#### Assignment
Copy the data exactly. Images are to be left out.

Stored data

*** Block opens ***

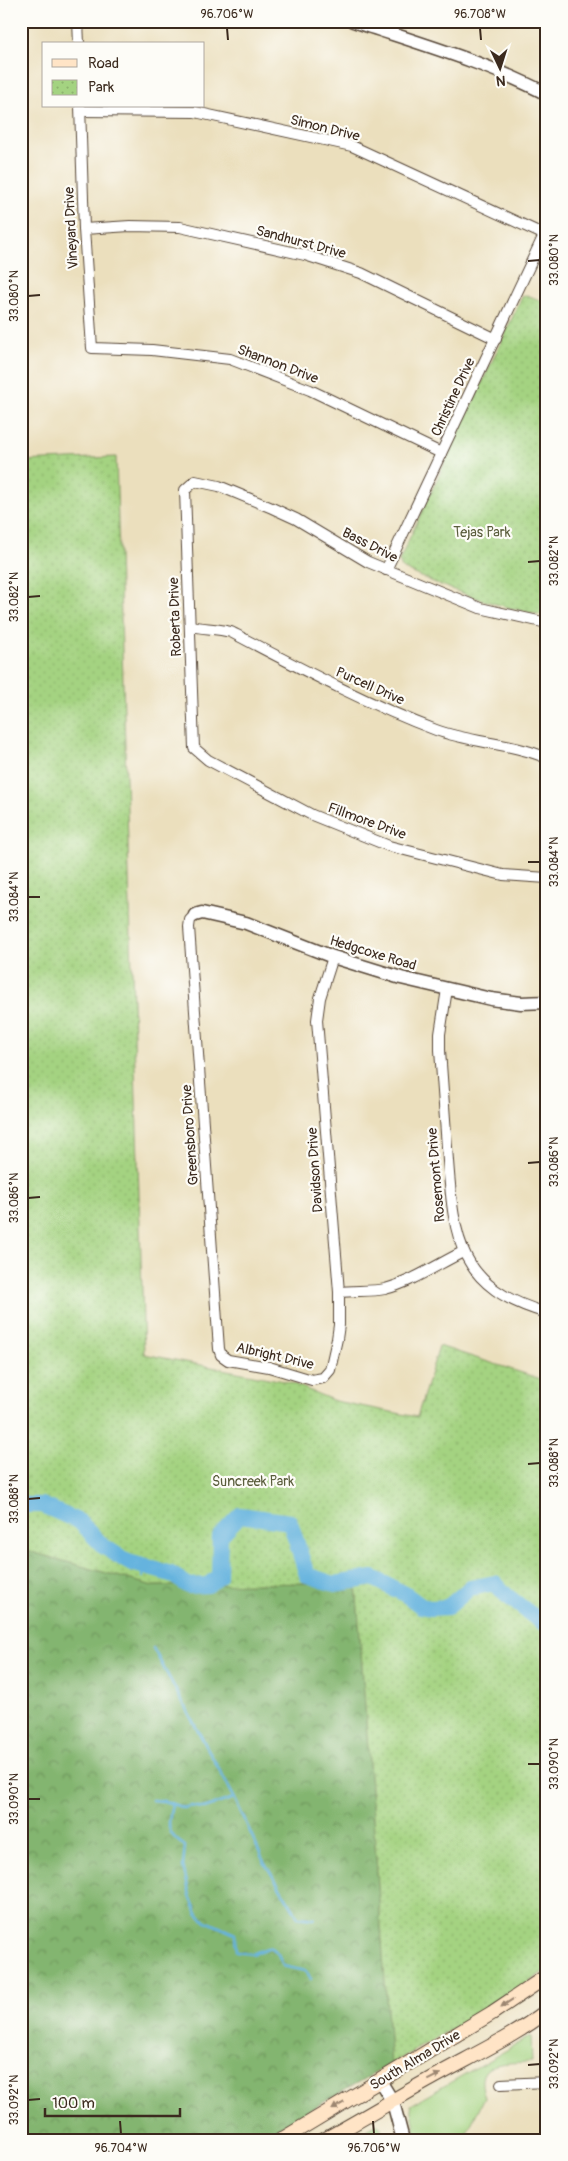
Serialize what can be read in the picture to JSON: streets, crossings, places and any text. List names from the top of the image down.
{
  "streets": {
    "main road": ["South Alma Drive"],
    "street": [
      "Simon Drive",
      "Vineyard Drive",
      "Sandhurst Drive",
      "Shannon Drive",
      "Christine Drive",
      "Bass Drive",
      "Roberta Drive",
      "Purcell Drive",
      "Fillmore Drive",
      "Hedgcoxe Road",
      "Greensboro Drive",
      "Davidson Drive",
      "Rosemont Drive",
      "Albright Drive"
    ]
  },
  "crossings": [
    ["Simon Drive", "Vineyard Drive"],
    ["Simon Drive", "Christine Drive"],
    ["Vineyard Drive", "Sandhurst Drive"],
    ["Vineyard Drive", "Shannon Drive"],
    ["Sandhurst Drive", "Christine Drive"],
    ["Shannon Drive", "Christine Drive"],
    ["Christine Drive", "Bass Drive"],
    ["Bass Drive", "Roberta Drive"],
    ["Roberta Drive", "Purcell Drive"],
    ["Roberta Drive", "Fillmore Drive"],
    ["Hedgcoxe Road", "Greensboro Drive"],
    ["Hedgcoxe Road", "Davidson Drive"],
    ["Hedgcoxe Road", "Rosemont Drive"],
    ["Greensboro Drive", "Albright Drive"],
    ["Davidson Drive", "Albright Drive"]
  ],
  "parks": ["Tejas Park", "Suncreek Park"],
  "legend": ["Road", "Park"],
  "scale_bar": "100 m",
  "north": "bottom",
  "coordinates": [
    "96.706°W",
    "96.708°W",
    "33.080°N",
    "33.082°N",
    "33.084°N",
    "33.086°N",
    "33.088°N",
    "33.090°N",
    "33.092°N",
    "96.704°W"
  ]
}
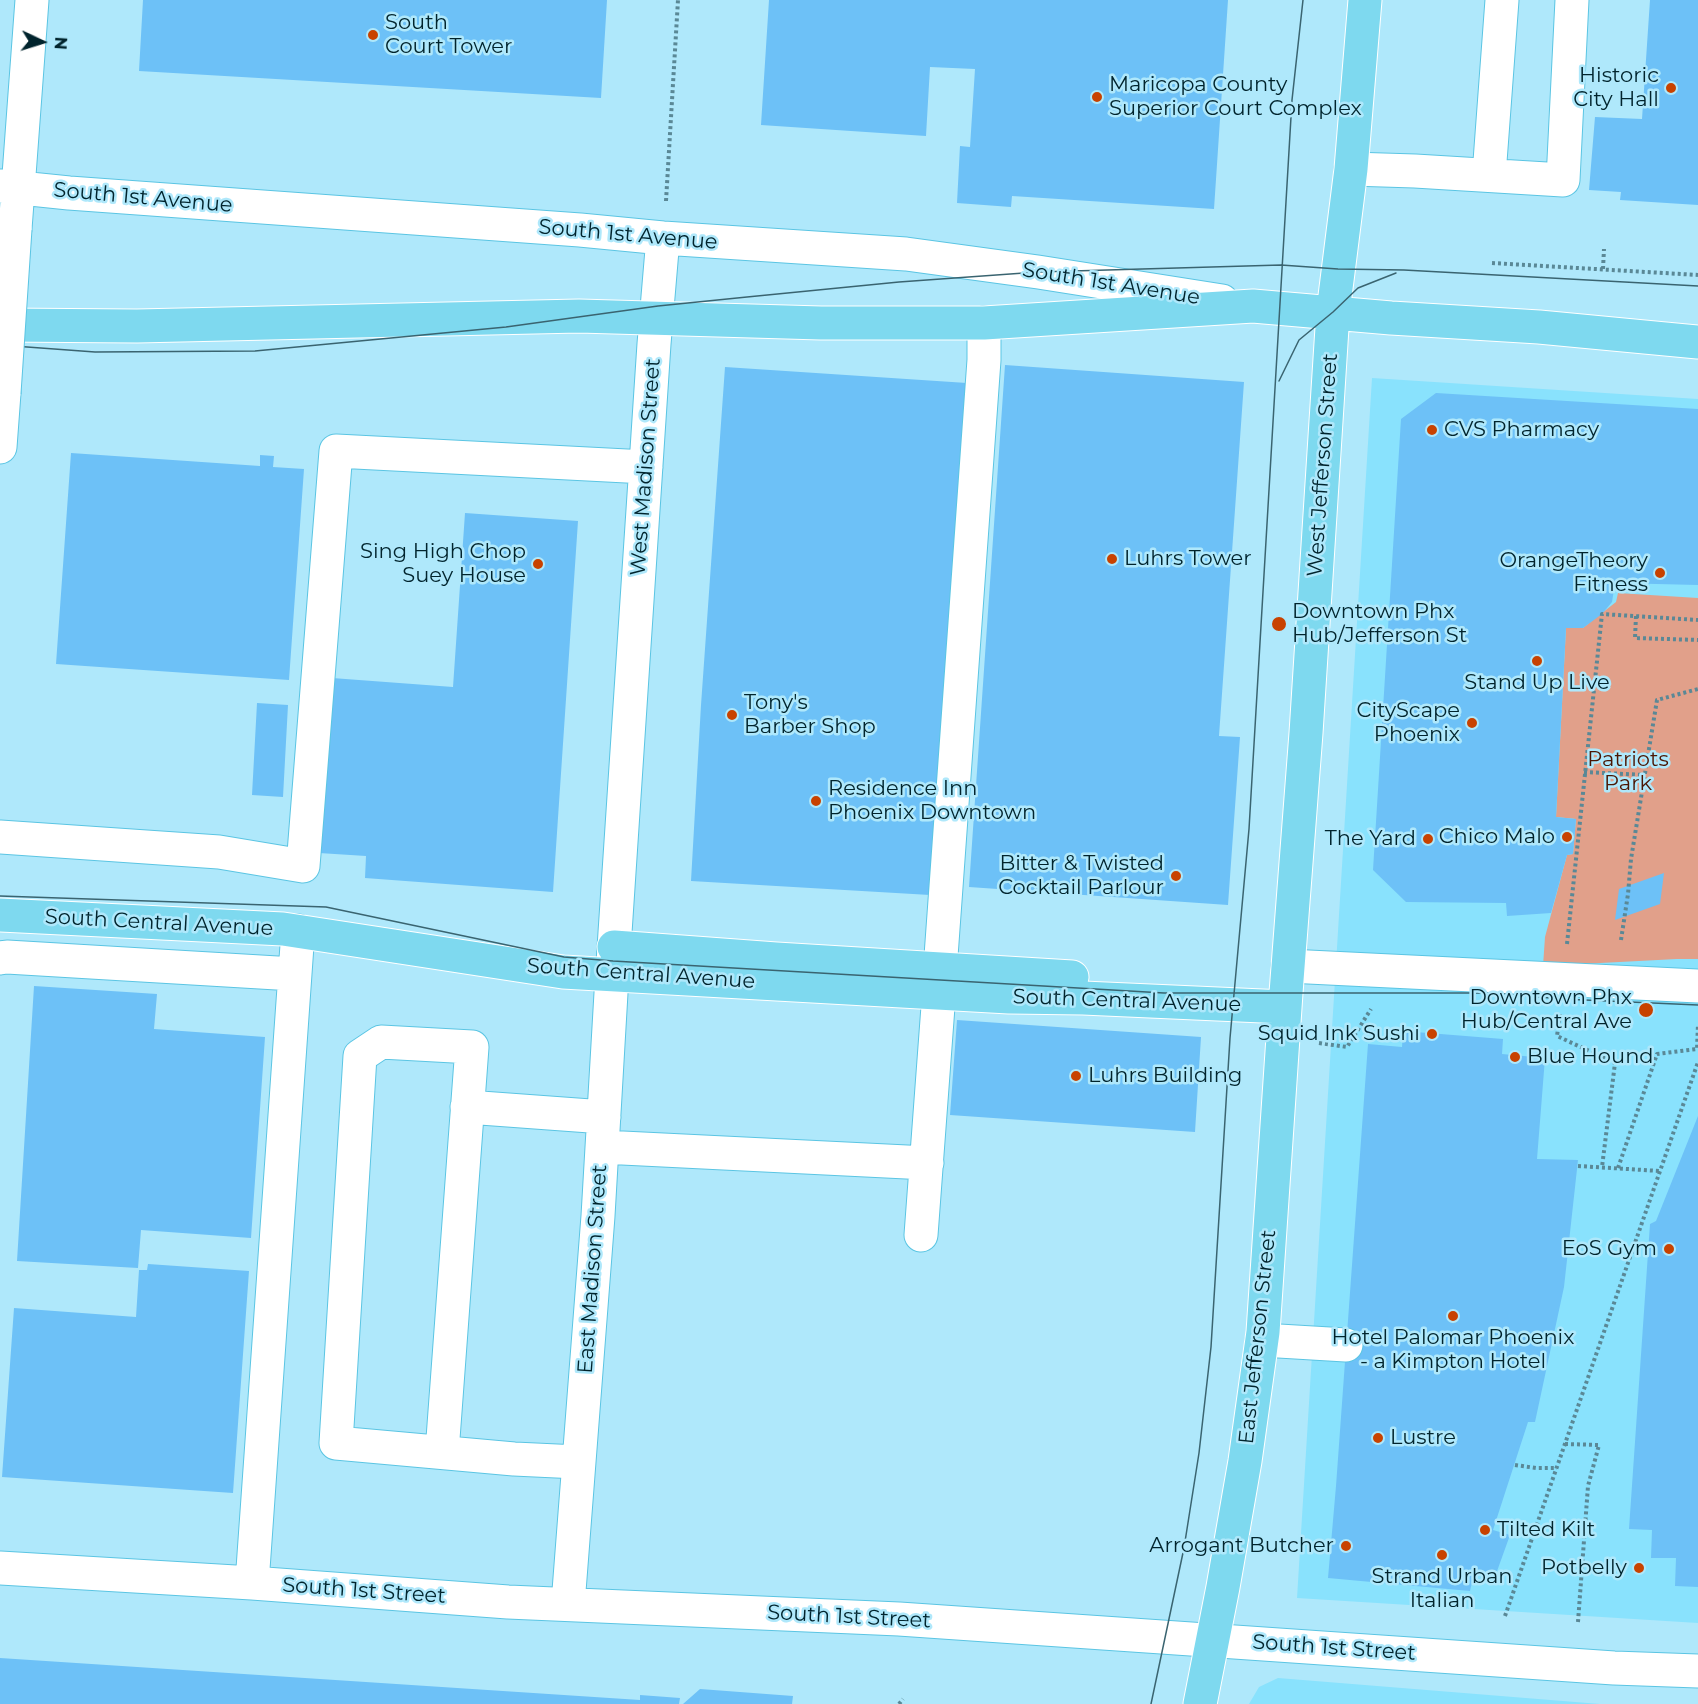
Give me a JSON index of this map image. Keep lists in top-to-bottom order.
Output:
{
  "streets": {
    "main road": [
      "South 1st Avenue",
      "West Jefferson Street",
      "South Central Avenue",
      "East Jefferson Street"
    ],
    "street": ["West Madison Street", "East Madison Street", "South 1st Street"]
  },
  "crossings": [
    ["South 1st Avenue", "West Jefferson Street"],
    ["South 1st Avenue", "West Madison Street"],
    ["West Jefferson Street", "South Central Avenue"],
    ["West Jefferson Street", "East Jefferson Street"],
    ["West Madison Street", "South Central Avenue"],
    ["West Madison Street", "East Madison Street"],
    ["South Central Avenue", "East Madison Street"],
    ["South Central Avenue", "East Jefferson Street"],
    ["East Madison Street", "South 1st Street"],
    ["East Jefferson Street", "South 1st Street"]
  ],
  "parks": ["Patriots Park"],
  "places": [
    "South Court Tower",
    "Historic City Hall",
    "Maricopa County Superior Court Complex",
    "CVS Pharmacy",
    "Luhrs Tower",
    "Sing High Chop Suey House",
    "OrangeTheory Fitness",
    "Downtown Phx Hub/Jefferson St",
    "Stand Up Live",
    "Tony's Barber Shop",
    "CityScape Phoenix",
    "Residence Inn Phoenix Downtown",
    "Chico Malo",
    "The Yard",
    "Bitter & Twisted Cocktail Parlour",
    "Downtown Phx Hub/Central Ave",
    "Squid Ink Sushi",
    "Blue Hound",
    "Luhrs Building",
    "EoS Gym",
    "Hotel Palomar Phoenix - a Kimpton Hotel",
    "Lustre",
    "Tilted Kilt",
    "Arrogant Butcher",
    "Strand Urban Italian",
    "Potbelly"
  ],
  "north": "right"
}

*** Block closes ***

#### Written solution
Serialize what can be read in the picture to JSON: streets, crossings, places and any text. List names from the top of the image down.
{
  "streets": {
    "main road": ["South Alma Drive"],
    "street": [
      "Simon Drive",
      "Vineyard Drive",
      "Sandhurst Drive",
      "Shannon Drive",
      "Christine Drive",
      "Bass Drive",
      "Roberta Drive",
      "Purcell Drive",
      "Fillmore Drive",
      "Hedgcoxe Road",
      "Greensboro Drive",
      "Davidson Drive",
      "Rosemont Drive",
      "Albright Drive"
    ]
  },
  "crossings": [
    ["Simon Drive", "Vineyard Drive"],
    ["Simon Drive", "Christine Drive"],
    ["Vineyard Drive", "Sandhurst Drive"],
    ["Vineyard Drive", "Shannon Drive"],
    ["Sandhurst Drive", "Christine Drive"],
    ["Shannon Drive", "Christine Drive"],
    ["Christine Drive", "Bass Drive"],
    ["Bass Drive", "Roberta Drive"],
    ["Roberta Drive", "Purcell Drive"],
    ["Roberta Drive", "Fillmore Drive"],
    ["Hedgcoxe Road", "Greensboro Drive"],
    ["Hedgcoxe Road", "Davidson Drive"],
    ["Hedgcoxe Road", "Rosemont Drive"],
    ["Greensboro Drive", "Albright Drive"],
    ["Davidson Drive", "Albright Drive"]
  ],
  "parks": ["Tejas Park", "Suncreek Park"],
  "legend": ["Road", "Park"],
  "scale_bar": "100 m",
  "north": "bottom",
  "coordinates": [
    "96.706°W",
    "96.708°W",
    "33.080°N",
    "33.082°N",
    "33.084°N",
    "33.086°N",
    "33.088°N",
    "33.090°N",
    "33.092°N",
    "96.704°W"
  ]
}
Give me a JSON index of this map image. Keep lists in top-to-bottom order.
Output:
{
  "streets": {
    "main road": [
      "South 1st Avenue",
      "West Jefferson Street",
      "South Central Avenue",
      "East Jefferson Street"
    ],
    "street": ["West Madison Street", "East Madison Street", "South 1st Street"]
  },
  "crossings": [
    ["South 1st Avenue", "West Jefferson Street"],
    ["South 1st Avenue", "West Madison Street"],
    ["West Jefferson Street", "South Central Avenue"],
    ["West Jefferson Street", "East Jefferson Street"],
    ["West Madison Street", "South Central Avenue"],
    ["West Madison Street", "East Madison Street"],
    ["South Central Avenue", "East Madison Street"],
    ["South Central Avenue", "East Jefferson Street"],
    ["East Madison Street", "South 1st Street"],
    ["East Jefferson Street", "South 1st Street"]
  ],
  "parks": ["Patriots Park"],
  "places": [
    "South Court Tower",
    "Historic City Hall",
    "Maricopa County Superior Court Complex",
    "CVS Pharmacy",
    "Luhrs Tower",
    "Sing High Chop Suey House",
    "OrangeTheory Fitness",
    "Downtown Phx Hub/Jefferson St",
    "Stand Up Live",
    "Tony's Barber Shop",
    "CityScape Phoenix",
    "Residence Inn Phoenix Downtown",
    "Chico Malo",
    "The Yard",
    "Bitter & Twisted Cocktail Parlour",
    "Downtown Phx Hub/Central Ave",
    "Squid Ink Sushi",
    "Blue Hound",
    "Luhrs Building",
    "EoS Gym",
    "Hotel Palomar Phoenix - a Kimpton Hotel",
    "Lustre",
    "Tilted Kilt",
    "Arrogant Butcher",
    "Strand Urban Italian",
    "Potbelly"
  ],
  "north": "right"
}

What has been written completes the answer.